U.S. House District 28
Democratic Rep. Henry Cuellar again survived a primary challenge from Jessica Cisneros this year, temporarily dampening Republicans’ plans to target his seat. Cuellar had been the target of an FBI raid at the beginning of the year, and Republicans believed Cisneros’ liberal views could have made the district a vulnerable target.
Those hopes seemed to fade when Cuellar advanced from the primary, but less than a month from the election, national Republicans targeted Cuellar on TV with ads attacking him. GOP challenger Cassy Garcia, a longtime staffer for Sen. Ted Cruz, is a strident conservative who grew up near the border, in Edinburg, and now lives in Selma. She campaigned with the chair of the House GOP’s campaign arm in Schertz on Tuesday and raised $1.6 million to Cuellar’s $840,000 in the most recent reporting period.

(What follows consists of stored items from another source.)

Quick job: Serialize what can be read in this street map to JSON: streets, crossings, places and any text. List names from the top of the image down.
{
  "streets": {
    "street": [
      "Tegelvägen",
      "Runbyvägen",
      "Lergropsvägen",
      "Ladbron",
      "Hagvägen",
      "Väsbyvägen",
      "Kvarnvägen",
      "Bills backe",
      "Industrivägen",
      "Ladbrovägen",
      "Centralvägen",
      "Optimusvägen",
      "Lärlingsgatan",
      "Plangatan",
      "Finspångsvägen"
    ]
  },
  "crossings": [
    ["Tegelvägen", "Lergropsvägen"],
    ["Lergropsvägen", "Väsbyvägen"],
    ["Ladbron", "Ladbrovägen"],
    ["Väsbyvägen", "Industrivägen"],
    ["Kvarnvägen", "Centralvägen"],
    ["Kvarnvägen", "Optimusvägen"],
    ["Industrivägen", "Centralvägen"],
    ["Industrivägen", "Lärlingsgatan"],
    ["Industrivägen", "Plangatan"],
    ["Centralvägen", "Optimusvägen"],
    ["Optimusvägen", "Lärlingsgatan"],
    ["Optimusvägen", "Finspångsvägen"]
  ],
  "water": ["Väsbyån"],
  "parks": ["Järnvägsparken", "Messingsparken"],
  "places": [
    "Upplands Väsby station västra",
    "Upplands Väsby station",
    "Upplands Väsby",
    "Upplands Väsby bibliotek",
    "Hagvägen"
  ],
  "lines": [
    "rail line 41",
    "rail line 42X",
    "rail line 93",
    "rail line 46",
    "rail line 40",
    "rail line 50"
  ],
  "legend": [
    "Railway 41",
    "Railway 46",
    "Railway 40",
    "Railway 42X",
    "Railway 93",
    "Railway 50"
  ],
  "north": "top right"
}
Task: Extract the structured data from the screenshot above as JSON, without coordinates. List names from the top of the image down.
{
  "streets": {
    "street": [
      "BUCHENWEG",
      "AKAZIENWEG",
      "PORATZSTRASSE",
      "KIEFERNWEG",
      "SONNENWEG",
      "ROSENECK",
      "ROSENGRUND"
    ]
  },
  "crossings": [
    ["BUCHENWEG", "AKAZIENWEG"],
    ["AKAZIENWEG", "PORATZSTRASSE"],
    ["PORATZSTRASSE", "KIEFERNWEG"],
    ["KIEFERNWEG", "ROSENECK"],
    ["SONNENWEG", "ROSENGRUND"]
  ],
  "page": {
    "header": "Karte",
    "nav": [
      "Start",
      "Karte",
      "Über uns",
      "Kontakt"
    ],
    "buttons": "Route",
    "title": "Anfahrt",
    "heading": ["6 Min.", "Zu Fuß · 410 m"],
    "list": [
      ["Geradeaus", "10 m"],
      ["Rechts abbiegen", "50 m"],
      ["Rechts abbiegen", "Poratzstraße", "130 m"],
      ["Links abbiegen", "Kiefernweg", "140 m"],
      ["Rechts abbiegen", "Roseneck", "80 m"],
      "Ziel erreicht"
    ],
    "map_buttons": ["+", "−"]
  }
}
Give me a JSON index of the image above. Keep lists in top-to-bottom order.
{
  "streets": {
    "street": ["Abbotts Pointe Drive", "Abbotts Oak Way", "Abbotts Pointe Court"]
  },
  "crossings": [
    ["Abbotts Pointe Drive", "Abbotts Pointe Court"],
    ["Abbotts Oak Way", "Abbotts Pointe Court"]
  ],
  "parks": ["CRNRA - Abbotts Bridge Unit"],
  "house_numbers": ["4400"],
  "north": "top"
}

Cuellar has represented the district since 2004 and is the only Texas Democrat on the House Appropriations Committee. He’s getting help from national Democrats’ House campaign arm, which is also on TV with ads.
Cuellar was reelected with 58.3% of the vote in 2020, and President Joe Biden carried the district by 52.8%. Under the district’s new lines, Biden would have carried it by 7%, according to an analysis by the Texas Tribune.
This story has been updated to correct the city in which Cassy Garcia resides.